PREVIOUS SEMINAR - 2nd July 2021
Speaker: Kevin Lin (University of Pennsylvania)
Title: Time-varying stochastic block models, with application to understanding the dynamics of gene co-expression
Abstract - Single-cell data enables us to investigate how gene co-expression patterns change as cells develop across time. While this question is multifaceted, we focus on understanding the theory behind a particular subtask in this talk: clustering nodes across many undirected labeled graphs indexed by time, also known as multilayer networks.

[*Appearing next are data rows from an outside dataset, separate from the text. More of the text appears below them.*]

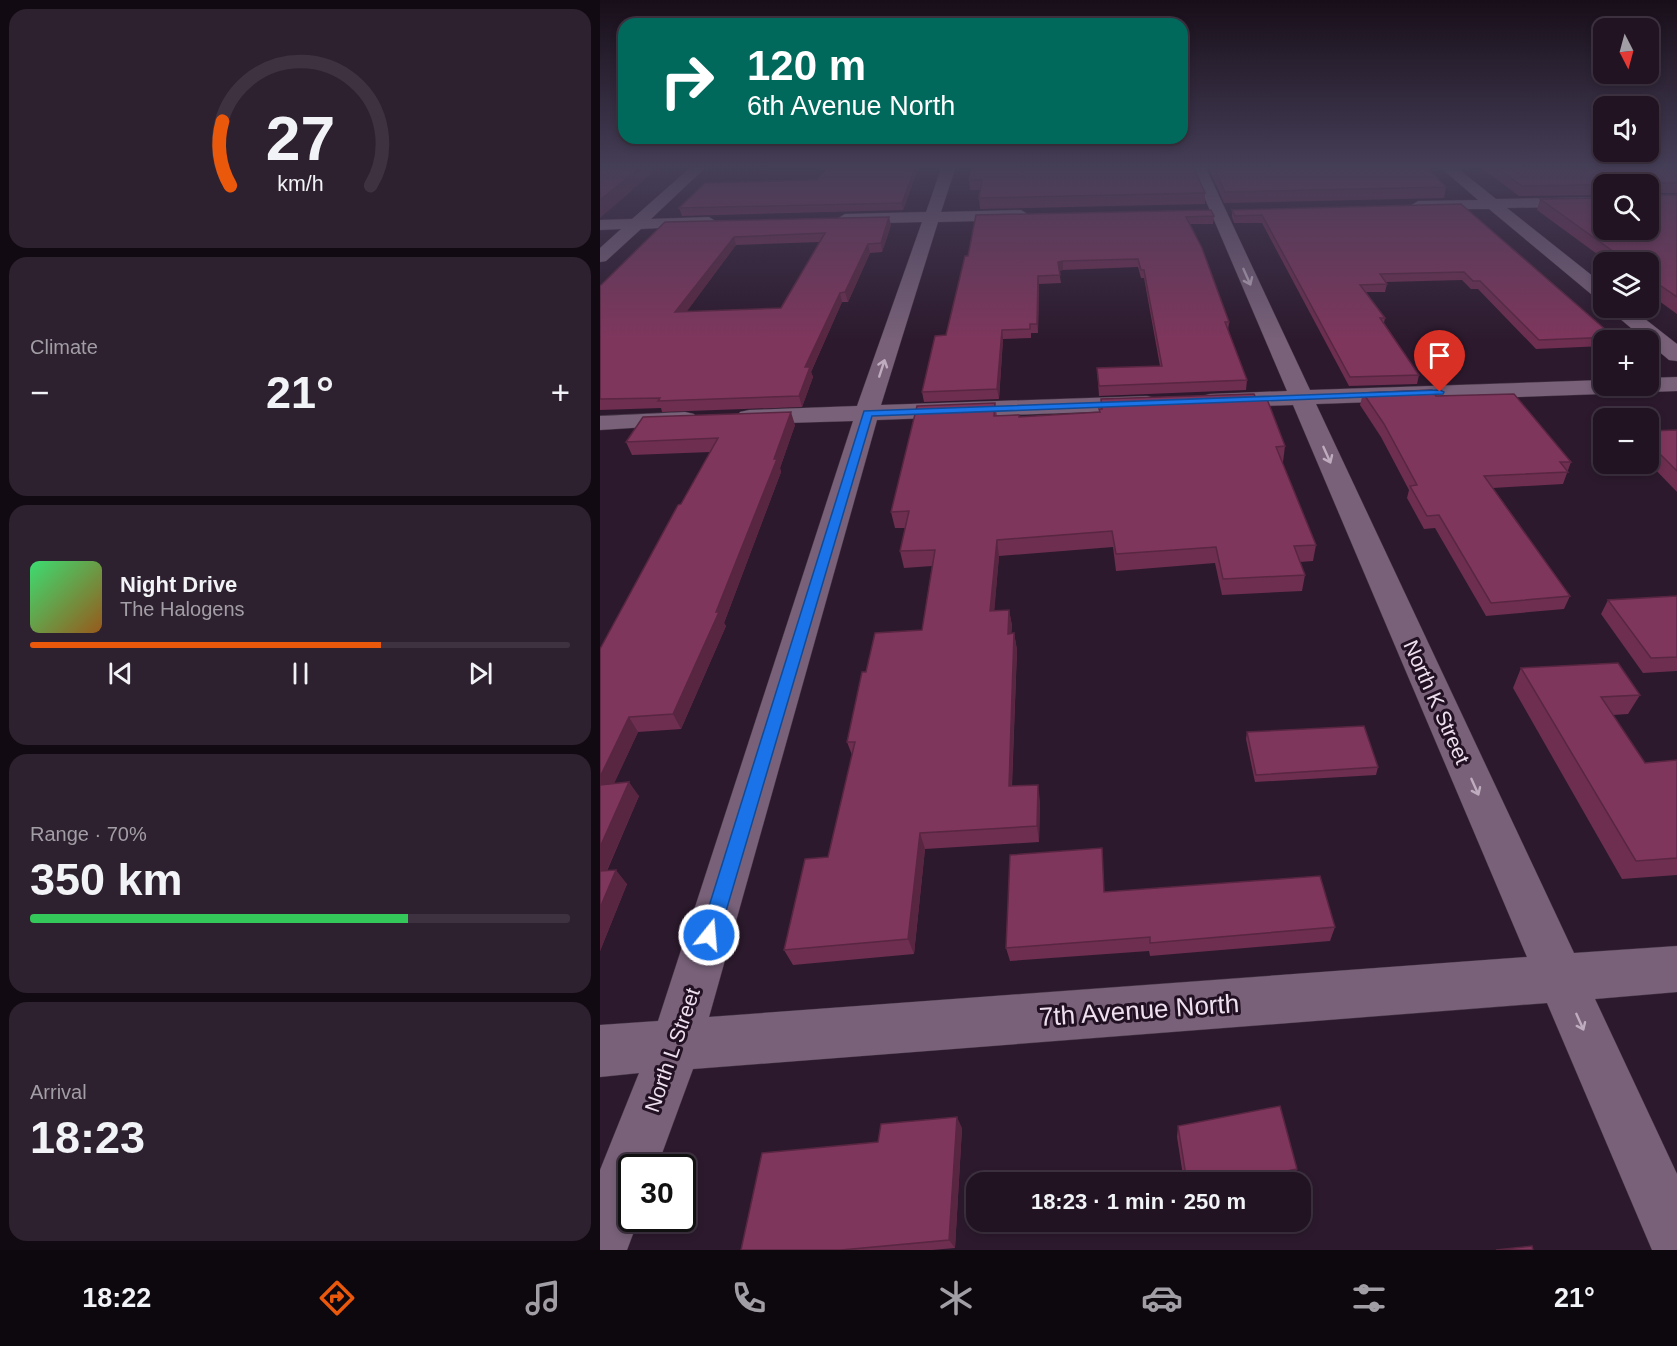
<!DOCTYPE html>
<html lang="en">
<head>
<meta charset="utf-8">
<style>
	:root { --surface:#211322; --page:#2d202f; --text:#f1f3f6; --muted:#a29ea5; --line:#3e3240; --accent:#ea580c }
	body { margin:0; font-family:Helvetica,sans-serif; background:var(--page); color:var(--text); height:100vh; display:flex; flex-direction:column; font-size:22px; white-space:nowrap }
	* { box-sizing:border-box; margin:0 }
	p { font-size:20px; color:var(--muted) }
	.icon { flex:none; width:33px; height:33px; fill:none; stroke:currentColor; stroke-width:2; stroke-linecap:round; stroke-linejoin:round }
	.map { position:relative; flex:1; overflow:hidden }
	.drawer { display:flex; flex-direction:column; gap:9px; padding:9px; background:#120a13; width:600px }
	.drawer>* { flex:none }
	.guide { position:absolute; left:18px; top:18px; width:570px; height:126px; border-radius:18px; box-shadow:0 3px 9px #0003,0 0 0 2px var(--line); background:#00695c; color:#fff; overflow:hidden }
	.needle { width:39px; rotate:174deg }
	.controls { position:absolute; left:993px; top:18px; display:grid; gap:12px }
	.controls a { display:grid; place-items:center; width:66px; height:66px; border-radius:12px; background:var(--surface); box-shadow:0 3px 9px #0003,0 0 0 2px var(--line); font-size:30px }
	.speed { position:absolute; left:18px; top:1154px; display:flex; gap:12px; font-size:30px; font-weight:700; text-align:center }
	.speed>* { display:grid; place-content:center; width:78px; height:78px; border-radius:50%; background:var(--surface); box-shadow:0 3px 9px #0003,0 0 0 2px var(--line); line-height:1 }
	.speed .limit { border:3px solid #111; border-radius:9px; background:#fff; color:#111 }
	.pin { position:absolute; display:grid; place-items:center; width:51px; height:51px; color:#fff; margin:-62px -26px; border-radius:50% 50% 50% 0; rotate:-45deg; box-shadow:0 0 6px #0007 }
	.pin .icon { rotate:45deg }
	.me { position:absolute; width:66px; margin:-33px; rotate:17deg; stroke-linejoin:round; filter:drop-shadow(0 0 4px #0008) }
	.turn { display:flex; align-items:center; gap:21px; height:126px; padding:0 30px; font-size:27px }
	.turn .icon { width:78px; height:78px; stroke-width:2.5 }
	.turn b { display:block; font-size:42px; line-height:51px }
	.big { font-size:45px; font-weight:800; line-height:1.1 }
	.drawer .widget { flex:1; display:flex; flex-direction:column; justify-content:center; gap:9px; min-width:0; padding:0 21px; border-radius:18px; background:var(--page) }
	.drawer .dial { align-items:center; gap:0 }
	.dial svg { height:156px; overflow:visible; fill:none; stroke:var(--line); stroke-width:7; stroke-linecap:round; text-anchor:middle }
	.dial text { fill:var(--text); stroke:none }
	.song { display:flex; align-items:center; gap:18px }
	.cover { width:72px; height:72px; border-radius:9px; background:linear-gradient(135deg,hsl(140 70% 55%),hsl(30 70% 35%)) }
	.played { height:6px; border-radius:3px; background:linear-gradient(90deg,var(--accent) 65%,var(--line) 65%) }
	.keys { display:flex; justify-content:space-around; direction:ltr }
	.heat { display:flex; justify-content:space-between; align-items:center; font-size:33px; direction:ltr }
	.charge { height:9px; border-radius:4px; background:linear-gradient(90deg,#34c759 70%,var(--line) 0) }
	.trip { position:absolute; left:366px; top:1172px; width:345px; height:60px; border-radius:18px; background:var(--surface); box-shadow:0 3px 9px #0003,0 0 0 2px var(--line); font-weight:800; line-height:60px; text-align:center }
	.dock { display:flex; height:96px; justify-content:space-around; align-items:center; background:#0d080e; color:var(--muted) }
	.dock .icon { width:42px; height:42px }
	.dock .active { color:var(--accent) }
	.dock b { font-size:27px; color:var(--text) }
	main { display:flex; flex:1; min-height:0 }
	.map>svg:first-child { display:block }
	.lines { fill:none; stroke-linecap:round; stroke-linejoin:round }
	.minor-casing { stroke:#443445; stroke-width:1 }
	.minor { fill:#786179; fill-rule:evenodd }
	.wall { fill:#6d2e50; fill-rule:evenodd }
	.shaded-wall { fill:#592641 }
	.building { fill:#7f365d; stroke:#592641; stroke-width:1.5; fill-rule:evenodd }
	.oneway { stroke:#bfadbf }
	.route { fill:#1a73e8; stroke:#114b97; stroke-width:1.5 }
	.labels { text-anchor:middle; dominant-baseline:central; stroke-width:6; stroke-linejoin:round; paint-order:stroke }
	.street-label { font-size:21px; fill:#eee0ee; stroke:#221023 }
	.near-street-label { font-size:26px; fill:#eee0ee; stroke:#221023 }
</style>
</head>
<body>
<main>
<section class="drawer">
<div class="widget dial"><svg viewBox="0 0 100 80">
<path d="M14 69A42 42 0 1 1 86 69"/>
<path d="M14 69A42 42 0 0 1 10 36" stroke="#ea580c"/>
<text x="50" y="56" font-size="32" font-weight="700">27</text>
<text x="50" y="72" font-size="11">km/h</text>
</svg></div>
<div class="widget"><p>Climate</p>
<div class="heat"><a>−</a><b class="big">21°</b><a>+</a></div>
</div>
<div class="widget">
<div class="song"><i class="cover"></i><div><b>Night Drive</b><p>The Halogens</p></div></div>
<div class="played"></div>
<div class="keys"><svg class="icon" aria-label="previous" viewBox="0 0 24 24"><path d="M18 5L8 12l10 7zM5 5v14"/></svg><svg class="icon" aria-label="pause" viewBox="0 0 24 24"><path d="M8 5v14M16 5v14"/></svg><svg class="icon" aria-label="next" viewBox="0 0 24 24"><path d="M6 5l10 7-10 7zM19 5v14"/></svg></div>
</div>
<div class="widget"><p>Range · 70%</p><b class="big">350 km</b><div class="charge"></div></div>
<div class="widget"><p>Arrival</p><b class="big">18:23</b></div>
</section>
<div class="map">
<svg width="1077" height="1250" viewBox="0 0 1077 1250">
	<rect width="100%" height="100%" fill="#2c192d"/>
	<g class="lines">
		<g class="minor-casing">
			<path id="minor" d="M92 166H107L51 219 109 217 117 222 115 225 41 229 6 261 0 262V248L21 229 0 230V220L32 219Z
				M342 166H356L341 212 421 210 429 215 421 220 338 222 281 405 547 396 555 398 559 403 555 408 547 410 277 420 109 1017 927 957 693 405 610 408 602 406 598 401 602 396 610 394 687 391 591 166H605L710 390 1004 380V386H1048V378L1077 377V391L1048 392 1039 389 1030 393 716 404 974 953 1077 946V992L995 999 1077 1174V1250H1052L947 1003 93 1069 57 1167H32V1218H39L27 1250H0V1170L39 1073 0 1077V1025L58 1021 253 421 149 424 140 422 137 417 140 412 149 410 257 406 322 222 245 224 237 219 245 214 326 212Z
				M839 166H855L896 199 1004 197V206L907 208 1004 285V301L997 299 889 209H813L810 206 818 201 878 200Z
				M1010 308H1031L1077 344V361L1069 360 1012 312Z
				M85 412 94 414 97 419 94 424 0 430V416Z"/>
		</g>
		<use href="#minor" class="minor"/>
	</g>
	<path class="wall" d="M319 166 303 210 82 216 79 208 217 180Z
		M372 166 605 193V204L380 209 379 198 380 190H370L369 180Z
		M608 166H831L828 170 846 187 844 198 624 203Z
		M879 166H1077V193H1050V195H1077V314L1048 293V262H1008L937 210 940 199 1004 230 1048 184H1004V195L919 196Z
		M861 204 1014 337 1013 340H1004V346L936 349 878 289H871L862 280 786 282 787 284 785 292H766L785 318 784 323 819 375 817 384 749 386 662 223H634L632 217V210Z
		M376 215 614 216 613 224H590L629 322 628 331 647 380 646 390 499 396 497 368 560 366 544 278H541L538 267 463 270 459 271 461 283 439 284 438 333H431V338L403 339 399 399 324 402 322 392 346 335 368 256Z
		M65 222 291 225 282 252 270 253 248 302H242L211 372 213 377 202 407 62 412 61 408 0 410V286ZM220 242 181 308 86 312 136 245Z
		M763 393 836 396 971 462 963 484 893 488 970 596 964 609 886 616 835 528 824 529 807 498 809 490 781 437 760 405Z
		M501 399H656L685 446 683 462H682L716 545 713 561 700 562 705 575 702 591 622 595 615 563 516 571 513 547 399 556 394 610H409L412 626 411 634 414 633 417 650 412 786 440 801 439 842 325 849 314 954 193 965 184 950 228 857 252 755 247 742 266 672 322 630 332 566 304 568 300 551 305 528H295L291 512 395 403 397 416 419 417 499 412V409H501Z
		M195 425 180 468 181 472 124 623 126 626 81 729 38 732 14 783 39 796 7 871 27 884 0 951V649L111 452 32 455 26 442Z
		M1077 430V492L1048 462V431Z
		M1077 596V671L1043 673 1001 614 1008 600Z
		M921 668 1040 695 1028 714 1013 715 1045 763 1077 760V875L1022 879 913 688Z
		M647 732 778 767 776 775 655 782 646 739Z
		M504 892 735 927 730 941 550 956 549 951 410 961 406 948Z
		M578 1126 697 1169 693 1179 678 1182H584L577 1137Z
		M362 1128 355 1248 332 1250H141L278 1142Z"/>
	<path class="shaded-wall" d="M42 166H60L0 218V200Z
		M316 166H319L303 210 302 203Z
		M289 217 291 225 282 252 281 243Z
		M134 237 136 245 79 322 75 312Z
		M268 244 270 253 248 302 245 292Z
		M463 261V270L459 271 458 262Z
		M438 276 439 284 438 333 437 324Z
		M240 293 242 302 211 372 213 377 202 407 199 396 205 367Z
		M402 330 403 339 399 399 397 389Z
		M191 412 195 425 180 468 181 472 124 623 126 626 81 729 73 714 116 612Z
		M397 540 399 556 393 627 390 611Z
		M409 610 412 626 410 650 408 634Z
		M414 633 417 650 411 803 409 786Z
		M29 717 38 732 7 799 0 790V777Z
		M29 782 39 796 0 886V847Z
		M438 785 440 801 439 842 437 826Z
		M320 833 325 849 314 954 308 939Z
		M16 870 27 884 0 951V908Z
		M357 1117 362 1128 355 1248 349 1240Z"/>
	<path class="building" d="M0 166H42L0 200Z
		M228 166H316L302 203 79 208 105 183 217 180Z
		M372 166H593L605 193 379 198 382 180H369Z
		M613 166H825L846 187 625 192Z
		M894 166H1077V183H1052L1050 185V195H1077V297L1048 277V262H1028L940 199 1004 198V230H1048V184L922 186Z
		M861 204 1014 337 939 340 880 281H873L864 272 780 274 787 284 760 285 785 318H780L819 375 750 377 662 215 635 216 632 210Z
		M611 210 614 216 586 217 602 248 629 322H625L647 380 499 386 497 368 562 366 544 270H541L538 259 463 261 458 262 460 275 438 276 437 324H430V329L402 330 397 389 322 392 335 336 346 335 365 256H368L376 215Z
		M289 217 281 243 268 244 245 292 240 293 205 367H210L199 396 58 401 60 398 0 399V286L65 222ZM225 233 181 308 75 312 134 237Z
		M832 390 836 396 914 394 971 462H960L968 472 884 476 970 596 891 603 839 515 827 516 810 486 817 485 784 424 763 393Z
		M654 394 656 399H667L685 446 676 447 716 545 694 546 705 575 623 579 616 547 516 554 512 531 397 540 390 611 409 610 408 634 414 633 409 786 438 785 437 826 320 833 308 939 184 950 205 859 228 857 255 742H247L262 672H266L275 633 322 630 335 550 300 551 309 511 291 512 317 406 395 403 394 416 419 415V417L500 412 499 409H502L501 399Z
		M191 412 174 459H177L116 612H119L73 714 29 717 0 777V649L78 505 81 504 118 438 26 442 43 417Z
		M1077 430V471L1048 442V431Z
		M1077 596V657L1051 658 1008 600Z
		M1018 663 1040 695 1001 697 1045 763 1077 760V858L1036 861 921 668Z
		M764 726 778 767 656 775 647 732Z
		M29 782 0 847V785Z
		M502 848 504 892 720 876 735 927 550 943V937L406 948 410 855Z
		M16 870 0 908V871Z
		M680 1106 697 1169 631 1182H587L578 1126Z
		M357 1117 349 1240 241 1250H141L162 1153 278 1142 281 1124Z
		M932 1246 933 1250H896Z"/>
	<defs><path id="oneway-shaft" d="M-6 0H5M1.5-3L5.5 0L1.5 3" fill="none" stroke-width="1.6" stroke-linecap="round" stroke-linejoin="round" transform="scale(1.5)"/></defs>
	<g class="oneway">
		<use href="#oneway-shaft" transform="translate(647 277) rotate(66)"/>
		<use href="#oneway-shaft" transform="translate(282 368) rotate(-72)"/>
		<use href="#oneway-shaft" transform="translate(727 455) rotate(66)"/>
		<use href="#oneway-shaft" transform="translate(875 787) rotate(66)"/>
		<use href="#oneway-shaft" transform="translate(980 1022) rotate(66)"/>
	</g>
	<linearGradient id="sky" x2="0" y2="1"><stop stop-color="#180e19"/><stop offset="0.49" stop-color="#453e57"/><stop offset="1" stop-color="#453e57" stop-opacity="0"/></linearGradient>
	<rect width="1077" height="341" fill="url(#sky)"/>
	<path class="route" d="M840 390 844 392 843 394 272 416 119 935 116 942 109 944 103 942 100 935 264 411Z"/>
	<g class="labels">
		<g class="street-label">
			<text transform="translate(837 702) rotate(66)">North K Street</text>
			<text transform="translate(72 1050) rotate(-71)">North L Street</text>
		</g>
		<g class="near-street-label">
			<text transform="translate(539 1010) rotate(-4)">7th Avenue North</text>
		</g>
	</g>
</svg>
<div class="controls">
<a><svg class="needle" viewBox="-14 -14 28 28"><path d="M0-13l5 13h-10z" fill="#e53935"/><path d="M0 13l5-13h-10z" fill="#a29ea5"/></svg></a>
<a><svg class="icon" aria-label="sound" viewBox="0 0 24 24"><path d="M4 9h4l5-4v14l-5-4H4zM17 9q2 3 0 6"/></svg></a>
<a><svg class="icon" aria-label="search" viewBox="0 0 24 24"><circle cx="10" cy="10" r="6"/><path d="M15 15l6 6"/></svg></a>
<a><svg class="icon" aria-label="layers" viewBox="0 0 24 24"><path d="M12 4l9 5-9 5-9-5zM3 14l9 5 9-5"/></svg></a>
<a>+</a>
<a>−</a>
</div>
<div class="speed"><div class="limit">30</div></div>
<div class="pin" style="left:840px;top:392px;background:#d93025"><svg class="icon" aria-label="arrive" viewBox="0 0 24 24"><path d="M6 21V4h12l-3 4 3 4H6"/></svg></div>
<svg class="me" style="left:109px;top:935px" viewBox="-20 -20 40 40"><circle r="17" fill="#1a73e8" stroke="#fff" stroke-width="3"/><path d="M0-11L8 9 0 5-8 9z" fill="#fff"/></svg>
<div class="trip">18:23 · 1 min · 250 m</div>
<div class="guide">
<div class="turn"><svg class="icon" aria-label="right" viewBox="0 0 24 24"><path d="M7 20v-9h11M14 6l5 5-5 5"/></svg><div><b>120 m</b>6th Avenue North</div></div>
</div>
</div>
</main>
<nav class="dock">
<b>18:22</b>
<svg class="icon active" aria-label="directions" viewBox="0 0 24 24"><path d="M12 3l9 9-9 9-9-9zM9 14v-3h6M13 9l2 2-2 2"/></svg>
<svg class="icon" aria-label="music" viewBox="0 0 24 24"><path d="M9 18V5l10-2v13"/><circle cx="6" cy="18" r="3"/><circle cx="16" cy="16" r="3"/></svg>
<svg class="icon" aria-label="phone" viewBox="0 0 24 24"><path d="M5 4h4l2 5-3 2q2 4 5 5l2-3 5 2v4C11 20 4 13 5 4z"/></svg>
<svg class="icon" aria-label="climate" viewBox="0 0 24 24"><path d="M12 3v18M4 7l16 10M4 17L20 7"/></svg>
<svg class="icon" aria-label="car" viewBox="0 0 24 24"><path d="M5 17H2v-5l4-1 3-4h7l3 4 3 1v5h-3M9 17h6M6 11h13"/><circle cx="7" cy="17" r="2"/><circle cx="17" cy="17" r="2"/></svg>
<svg class="icon" aria-label="filters" viewBox="0 0 24 24"><path d="M4 7h16M4 17h16"/><circle cx="9" cy="7" r="2"/><circle cx="15" cy="17" r="2"/></svg>
<b>21°</b>
</nav>
</body>
</html>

Specifically, we discuss two stochastic block model (SBM) settings: one where the true connectivities among the clusters change over time while the true nodes' cluster memberships are held fixed, and another where both the SBMs' true node memberships and cluster connectivities vary smoothly across time. Our estimator is based on averaging the appropriately-debiased squared adjacency matrices followed by spectral clustering, and we demonstrate how our theoretical results improve upon the existing regimes-of-consistency (in terms of clustering error) as well as the rates-of-convergence in the literature. These results demonstrate the interplay among the number of nodes and graphs, the graph sparsity, and the rate-of-change in true cluster memberships or cluster connectivities across layers. We then demonstrate how our estimator performs empirically on single-cell data. This is a joint work with Jing Lei.